BEGIN
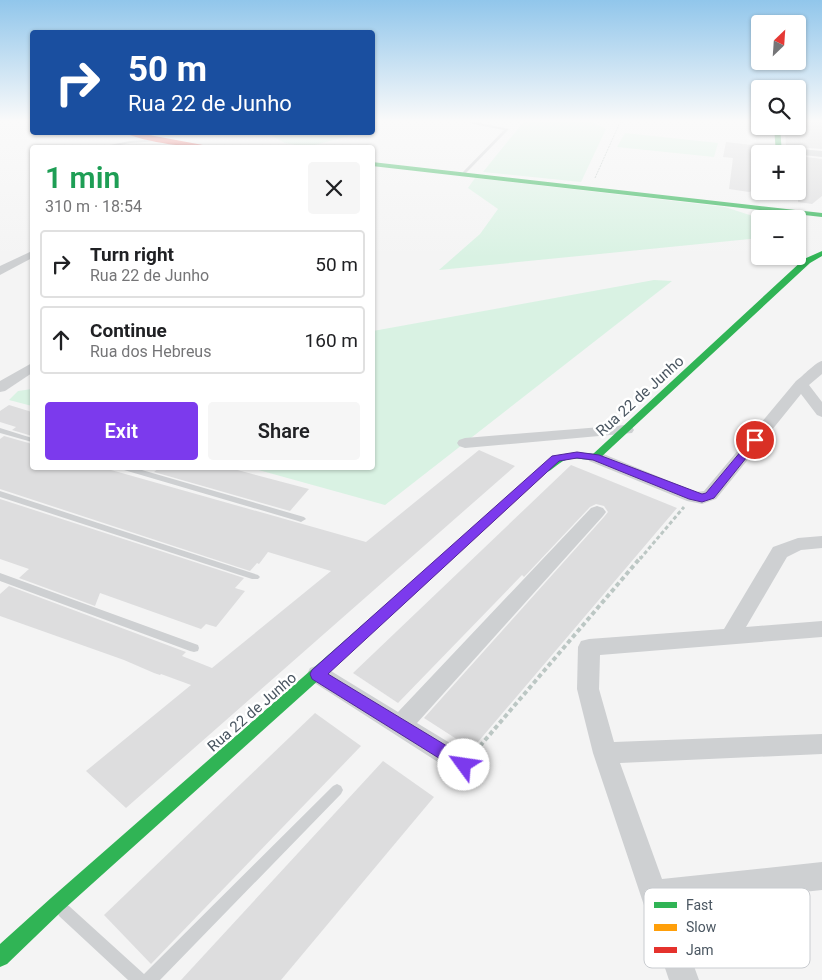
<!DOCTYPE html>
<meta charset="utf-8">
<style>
:root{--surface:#fff;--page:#f6f6f6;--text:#202124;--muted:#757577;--line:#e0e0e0;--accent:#7c3aed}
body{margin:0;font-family:Roboto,sans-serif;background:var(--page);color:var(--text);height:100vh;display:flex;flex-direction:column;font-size:19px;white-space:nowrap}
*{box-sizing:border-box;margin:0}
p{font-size:16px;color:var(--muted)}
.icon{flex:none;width:28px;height:28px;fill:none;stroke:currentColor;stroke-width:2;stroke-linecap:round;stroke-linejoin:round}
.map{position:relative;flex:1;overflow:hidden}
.details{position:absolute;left:30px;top:145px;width:345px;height:325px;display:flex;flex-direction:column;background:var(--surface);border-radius:5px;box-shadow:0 1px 4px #0004}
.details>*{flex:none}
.top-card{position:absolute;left:30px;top:30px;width:345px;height:105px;border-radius:5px;box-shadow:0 1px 4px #0004;background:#1a4fa0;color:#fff;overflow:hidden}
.needle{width:32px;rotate:25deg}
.buttons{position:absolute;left:751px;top:15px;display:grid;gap:10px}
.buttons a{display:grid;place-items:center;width:55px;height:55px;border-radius:5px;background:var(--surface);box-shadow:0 1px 4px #0004;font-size:25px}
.pin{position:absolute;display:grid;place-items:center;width:42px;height:42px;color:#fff;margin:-21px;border:2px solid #fff;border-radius:50%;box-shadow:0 1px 5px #0007}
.me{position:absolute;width:55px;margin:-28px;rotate:301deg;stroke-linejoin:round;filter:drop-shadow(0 0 4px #0008)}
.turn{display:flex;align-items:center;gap:18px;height:105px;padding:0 15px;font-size:22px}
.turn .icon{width:65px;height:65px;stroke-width:2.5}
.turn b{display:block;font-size:35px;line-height:42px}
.round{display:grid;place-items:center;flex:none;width:52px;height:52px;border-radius:5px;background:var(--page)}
.headline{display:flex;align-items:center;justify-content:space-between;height:85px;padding:0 15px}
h1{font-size:30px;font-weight:600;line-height:38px;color:#1e9e55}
.action{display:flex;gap:10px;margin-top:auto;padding:10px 15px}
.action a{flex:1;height:58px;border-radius:5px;background:var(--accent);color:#fff;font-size:20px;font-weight:600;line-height:58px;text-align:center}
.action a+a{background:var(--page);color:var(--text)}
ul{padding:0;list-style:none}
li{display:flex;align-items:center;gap:15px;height:68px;margin:0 10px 8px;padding:0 5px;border:2px solid var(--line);border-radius:5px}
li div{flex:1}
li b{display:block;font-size:19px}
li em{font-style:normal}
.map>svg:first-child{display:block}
.green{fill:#d9f2e3}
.building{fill:#ddddde}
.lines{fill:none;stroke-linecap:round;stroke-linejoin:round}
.path-far3{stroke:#bcc7c4;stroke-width:1;stroke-dasharray:2 1;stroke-linecap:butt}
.path-far2{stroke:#bcc7c4;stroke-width:3;stroke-dasharray:4 2.5;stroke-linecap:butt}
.path-far1{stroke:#bcc7c4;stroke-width:4;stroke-dasharray:4.5 3;stroke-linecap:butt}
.path{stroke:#bcc7c4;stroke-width:5;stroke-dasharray:5.5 4;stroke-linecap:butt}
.lane{fill:#ced0d2;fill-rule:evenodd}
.street{fill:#ced0d2;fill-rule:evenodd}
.fast{fill:#30b455;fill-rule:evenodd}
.slow{fill:#ff9f0a;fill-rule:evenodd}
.jam{fill:#e5322d;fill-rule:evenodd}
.route{fill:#7c3aed;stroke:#51269a}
.labels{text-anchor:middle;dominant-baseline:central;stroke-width:5;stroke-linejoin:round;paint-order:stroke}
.street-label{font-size:15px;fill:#4a5661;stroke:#fff}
.key{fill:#fff;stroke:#c9ccd0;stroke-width:1}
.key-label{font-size:14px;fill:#4a5661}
</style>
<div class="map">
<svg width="822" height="980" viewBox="0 0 822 980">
<rect width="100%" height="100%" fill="#f4f4f4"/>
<!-- green -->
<g class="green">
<polygon points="525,120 589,120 606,129 581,182 483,172"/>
<polygon points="255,133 360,133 307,147 285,143 270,135"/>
<polygon points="625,133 718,143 714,157 617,147"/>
<polygon points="475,178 725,207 762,219 760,219 760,238 439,270 480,234 498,209 468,188"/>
<polygon points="654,280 672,281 385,505 251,468 372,468 373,331"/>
<polygon points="32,389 32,406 9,400 18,391"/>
</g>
<!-- building -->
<g class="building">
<polygon points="799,120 822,120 822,149 786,146 785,131 791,126 798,126"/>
<polygon points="726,142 760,146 760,188 749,192 729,189 733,158 723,157"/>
<polygon points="798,156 822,159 822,196 812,204 798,202"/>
<polygon points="9,405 32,412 32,436 12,430 16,427 0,422 0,411"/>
<polygon points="4,436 32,444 32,468 104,468 366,542 479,450 515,466 126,808 86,771 191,685 161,674 160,675 154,673 124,660 0,616 0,594 9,586 186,652 182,656 212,668 331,571 268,552 259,564 257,563 250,571 0,489 0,439"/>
<polygon points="571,465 677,508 472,749 424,718 604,517 608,512 604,506 596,504 590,507 524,577 522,575 398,703 353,673"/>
<polygon points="159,468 230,468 309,489 290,511 154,472"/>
<polygon points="0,499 244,578 235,588 245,591 216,627 206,624 201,629 100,593 95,606 19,578 29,569 0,559"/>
<polygon points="315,713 361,746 151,964 104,915"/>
<polygon points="383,761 434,797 281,980 181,980"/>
</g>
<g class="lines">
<!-- path-far3 -->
<polyline class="path-far3" points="595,178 621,120"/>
<!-- path-far2 -->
<polyline class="path-far2" points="640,559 684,507"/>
<!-- path-far1 -->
<polyline class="path-far1" points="480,746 641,557"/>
<!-- path -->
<polyline class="path" points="476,751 481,745"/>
<!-- lane -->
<g class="lane">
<polygon points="466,120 470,120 475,122 509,129 465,174 463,173 463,172 504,130 473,124"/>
<polygon points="159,139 160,141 130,143 106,148 94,148 130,141"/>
<rect x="85" y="146" width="4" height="2"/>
<polygon points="0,428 32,438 32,442 0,433"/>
<polygon points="123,468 135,468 304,517 306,519 301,522 298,521 124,470"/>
<polygon points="0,491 258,575 260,577 258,579 252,579 0,497"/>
<polygon points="0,573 198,645 199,648 198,651 194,652 190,651 0,581"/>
<polygon points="337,784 341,786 343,790 341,794 160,980 128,980 59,916 57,911 59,906 64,904 69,906 144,974 333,786"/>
</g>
<!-- street -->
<g class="street">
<polygon points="778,147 822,151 822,157 775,152 775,148"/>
<polygon points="32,251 32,258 0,275 0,266"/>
<path d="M822 361V374L809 385 822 402V417L817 415 801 394 716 499 702 504 687 501 589 461 587 457 589 453H601L696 492 704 491 796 381C803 376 816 362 822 361Z"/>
<polygon points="32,363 32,373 5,391 0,392 0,381"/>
<polygon points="626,425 632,427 634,430 632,433 465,448 459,446 457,443 459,440 465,438"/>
<polygon points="597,506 603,508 606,512 603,516 417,723 473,757 476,765 473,773 464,776 455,773 310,680 307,674 310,668 318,665 326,668 398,712 591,508"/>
<polygon points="822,536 822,548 801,550 787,557 746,627 822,621 822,637 600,655 599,689 614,742 822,734 822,754 620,763 662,879 822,862 822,890 672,906 699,980 669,980 593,753 577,689 578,647 581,641 589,639 724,629 773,547 798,538"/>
</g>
<!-- fast -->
<g class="fast">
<polygon points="774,126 780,126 782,154 776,154"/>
<polygon points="372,162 822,213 822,217 372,166"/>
<path d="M822 251V256L810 263 599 459C588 462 577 456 566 460 556 463 549 476 538 473L537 471 538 469C555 454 570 451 593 454L804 259Z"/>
<polygon points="404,591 409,593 411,596 409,599 63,910 7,964 0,967 0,944 51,898 399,593"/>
</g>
<!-- slow -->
<polygon class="slow" points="542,468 546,469 547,471 546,473 409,599 399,599 397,596 399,593 538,469"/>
<!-- jam -->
<path class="jam" d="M121 132H133L219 148C190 148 148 143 121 132Z"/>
</g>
<!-- sky -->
<linearGradient id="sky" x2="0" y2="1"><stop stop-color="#91c6eb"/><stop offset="0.47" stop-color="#fafafa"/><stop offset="1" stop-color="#fafafa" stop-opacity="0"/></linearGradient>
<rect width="822" height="257" fill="url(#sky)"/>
<!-- route -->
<polygon class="route" points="755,437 761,440 759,442 714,498 702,502 689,499 593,460 577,458 559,461 328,674 470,760 472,765 470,770 464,772 458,770 312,679 310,674 312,670 552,456 577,452 599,455 702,494 706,493 752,438"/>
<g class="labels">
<!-- street labels -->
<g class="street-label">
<text transform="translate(640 396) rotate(-42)">Rua 22 de Junho</text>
<text transform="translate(252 712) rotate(-41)">Rua 22 de Junho</text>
</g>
</g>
<!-- legend -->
<rect x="644" y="888" width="166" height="80" rx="8" class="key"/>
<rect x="654" y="902" width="23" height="6" fill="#30b455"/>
<rect x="654" y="924" width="23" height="7" fill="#ff9f0a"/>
<rect x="654" y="947" width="23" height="6" fill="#e5322d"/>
<g class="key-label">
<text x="686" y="910">Fast</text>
<text x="686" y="932">Slow</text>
<text x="686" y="955">Jam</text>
</g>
</svg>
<div class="buttons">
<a><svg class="needle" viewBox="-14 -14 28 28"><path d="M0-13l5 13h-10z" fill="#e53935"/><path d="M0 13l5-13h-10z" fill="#757577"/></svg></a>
<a><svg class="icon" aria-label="search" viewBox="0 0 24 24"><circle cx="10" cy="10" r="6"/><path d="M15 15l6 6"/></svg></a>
<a>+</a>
<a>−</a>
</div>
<div class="pin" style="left:755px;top:440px;background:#d93025"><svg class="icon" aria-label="arrive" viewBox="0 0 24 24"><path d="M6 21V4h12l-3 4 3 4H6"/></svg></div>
<svg class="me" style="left:464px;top:765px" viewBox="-20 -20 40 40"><circle r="19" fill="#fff"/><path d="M0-13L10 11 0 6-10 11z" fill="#7c3aed"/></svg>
<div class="top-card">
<div class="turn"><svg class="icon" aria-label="right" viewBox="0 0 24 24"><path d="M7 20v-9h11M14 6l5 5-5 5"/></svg><div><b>50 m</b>Rua 22 de Junho</div></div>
</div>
<section class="details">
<div class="headline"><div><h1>1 min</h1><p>310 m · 18:54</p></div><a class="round"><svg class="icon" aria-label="close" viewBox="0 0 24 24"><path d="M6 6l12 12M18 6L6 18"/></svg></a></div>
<ul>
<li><svg class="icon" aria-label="right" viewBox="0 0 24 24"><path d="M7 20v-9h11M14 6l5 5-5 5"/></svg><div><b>Turn right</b><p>Rua 22 de Junho</p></div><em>50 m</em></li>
<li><svg class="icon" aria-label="ahead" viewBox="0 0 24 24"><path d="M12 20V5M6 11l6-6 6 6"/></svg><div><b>Continue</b><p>Rua dos Hebreus</p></div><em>160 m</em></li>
</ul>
<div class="action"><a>Exit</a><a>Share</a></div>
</section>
</div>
END
■ What you need to do
Go through the listing above and copy each line where the string "position" appears.

■ The completed task
.map{position:relative;flex:1;overflow:hidden}
.details{position:absolute;left:30px;top:145px;width:345px;height:325px;display:flex;flex-direction:column;background:var(--surface);border-radius:5px;box-shadow:0 1px 4px #0004}
.top-card{position:absolute;left:30px;top:30px;width:345px;height:105px;border-radius:5px;box-shadow:0 1px 4px #0004;background:#1a4fa0;color:#fff;overflow:hidden}
.buttons{position:absolute;left:751px;top:15px;display:grid;gap:10px}
.pin{position:absolute;display:grid;place-items:center;width:42px;height:42px;color:#fff;margin:-21px;border:2px solid #fff;border-radius:50%;box-shadow:0 1px 5px #0007}
.me{position:absolute;width:55px;margin:-28px;rotate:301deg;stroke-linejoin:round;filter:drop-shadow(0 0 4px #0008)}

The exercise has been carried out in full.